What the task requires:
The answer must be an exact copy of the records, with every picture removed.

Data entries

──────────────────────────────

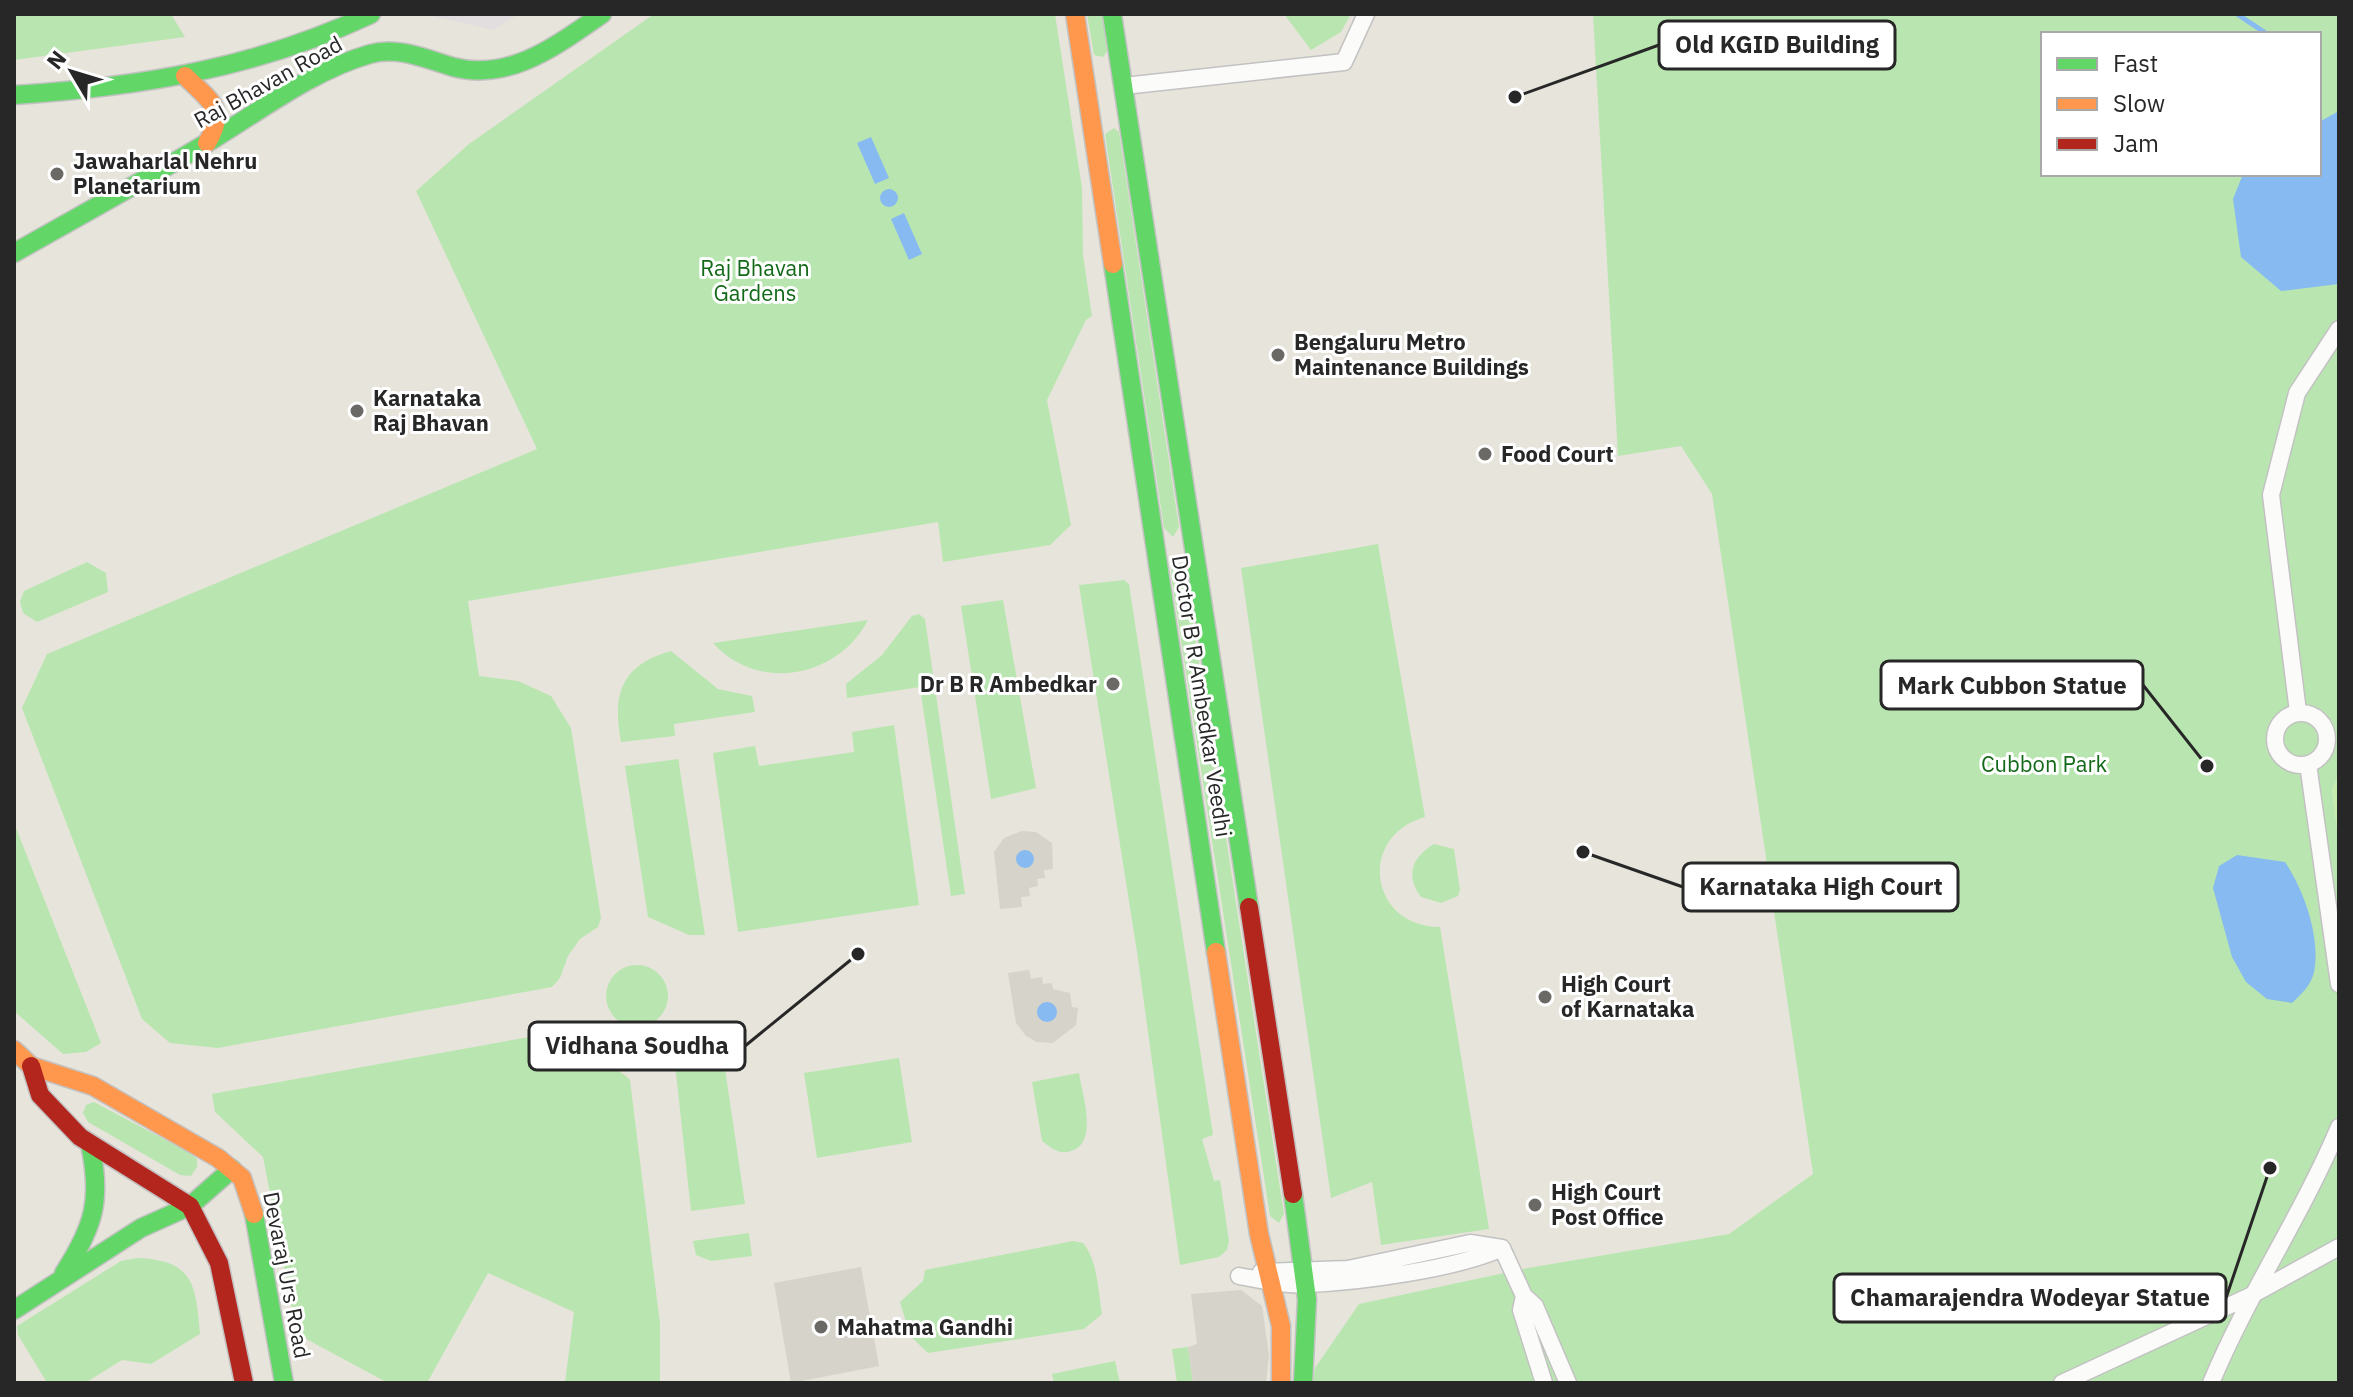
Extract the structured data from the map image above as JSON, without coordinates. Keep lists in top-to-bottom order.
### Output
{
  "streets": {
    "main road": ["Raj Bhavan Road", "Doctor B R Ambedkar Veedhi", "Devaraj Urs Road"]
  },
  "parks": ["Raj Bhavan Gardens", "Cubbon Park"],
  "places": [
    "Old KGID Building",
    "Jawaharlal Nehru Planetarium",
    "Bengaluru Metro Maintenance Buildings",
    "Karnataka Raj Bhavan",
    "Food Court",
    "Dr B R Ambedkar",
    "Mark Cubbon Statue",
    "Karnataka High Court",
    "Vidhana Soudha",
    "High Court of Karnataka",
    "Chamarajendra Wodeyar Statue",
    "High Court Post Office",
    "Mahatma Gandhi"
  ],
  "legend": ["Fast", "Slow", "Jam"],
  "north": "top left"
}
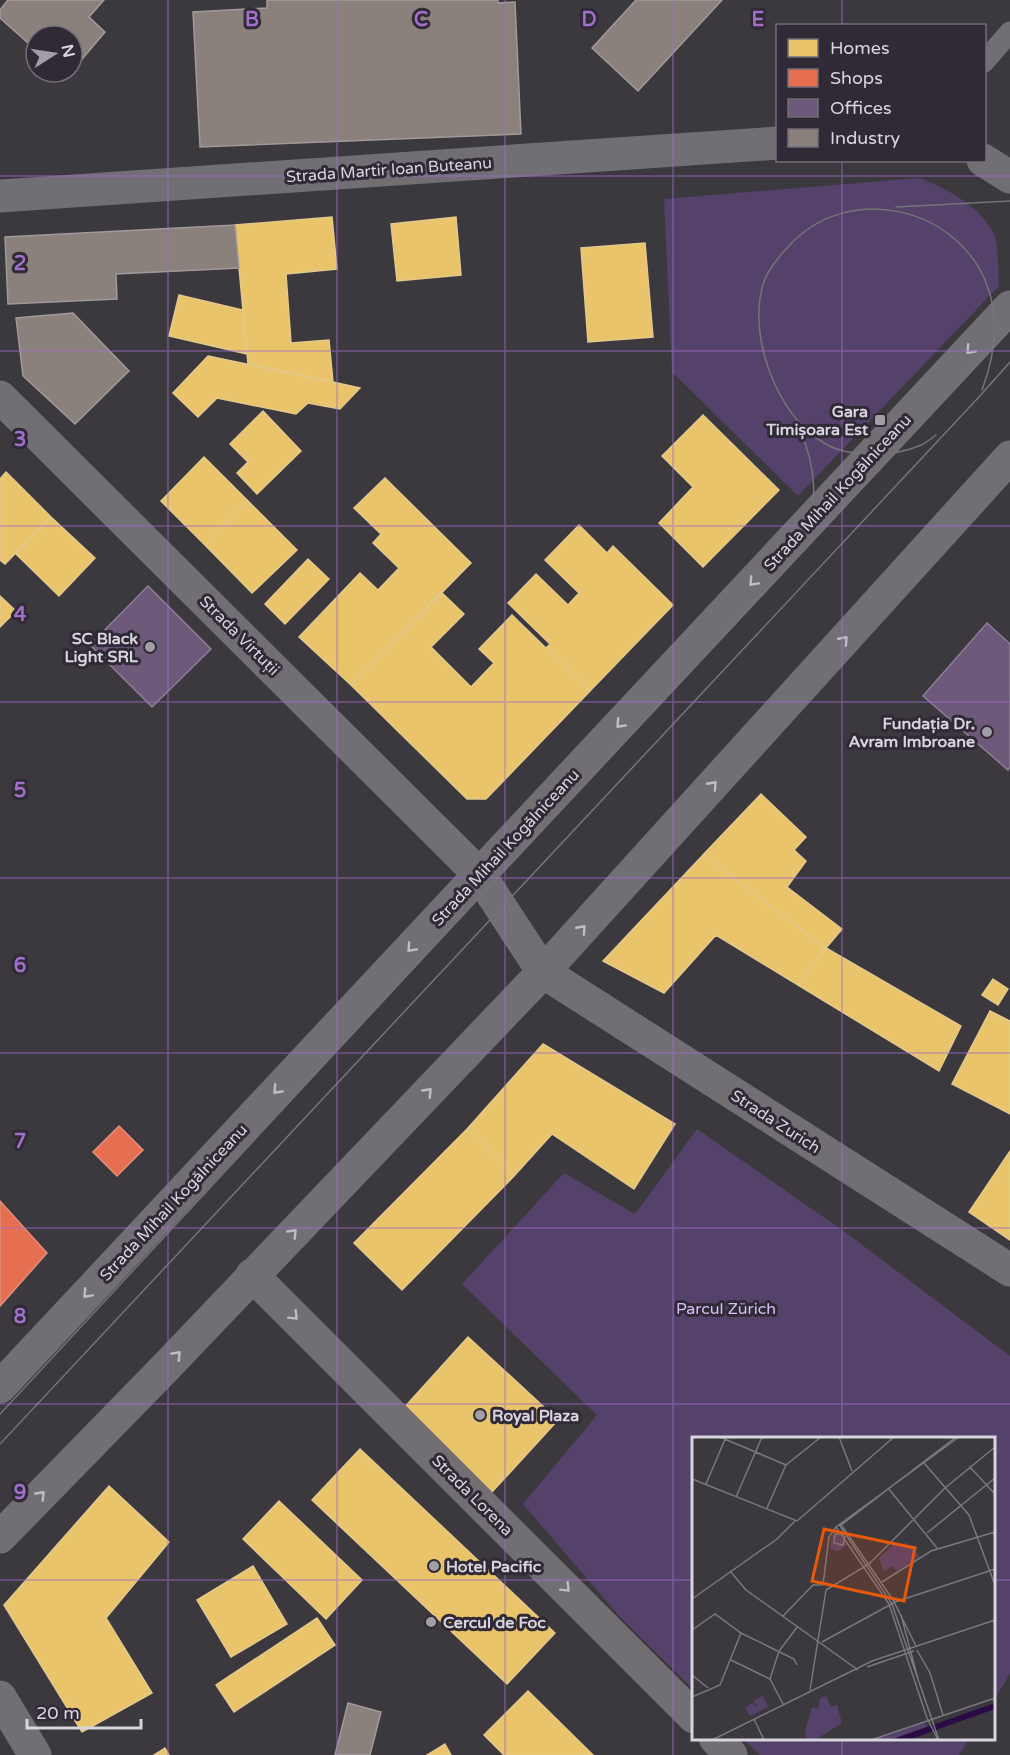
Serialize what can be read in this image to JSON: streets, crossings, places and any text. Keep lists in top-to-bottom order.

──────────────────────────────

Your response:
Extract the structured data from the map image above as JSON, without coordinates. Keep lists in top-to-bottom order.
### Output
{
  "streets": {
    "main road": ["Raj Bhavan Road", "Doctor B R Ambedkar Veedhi", "Devaraj Urs Road"]
  },
  "parks": ["Raj Bhavan Gardens", "Cubbon Park"],
  "places": [
    "Old KGID Building",
    "Jawaharlal Nehru Planetarium",
    "Bengaluru Metro Maintenance Buildings",
    "Karnataka Raj Bhavan",
    "Food Court",
    "Dr B R Ambedkar",
    "Mark Cubbon Statue",
    "Karnataka High Court",
    "Vidhana Soudha",
    "High Court of Karnataka",
    "Chamarajendra Wodeyar Statue",
    "High Court Post Office",
    "Mahatma Gandhi"
  ],
  "legend": ["Fast", "Slow", "Jam"],
  "north": "top left"
}
Serialize what can be read in this image to JSON: streets, crossings, places and any text. Keep lists in top-to-bottom order.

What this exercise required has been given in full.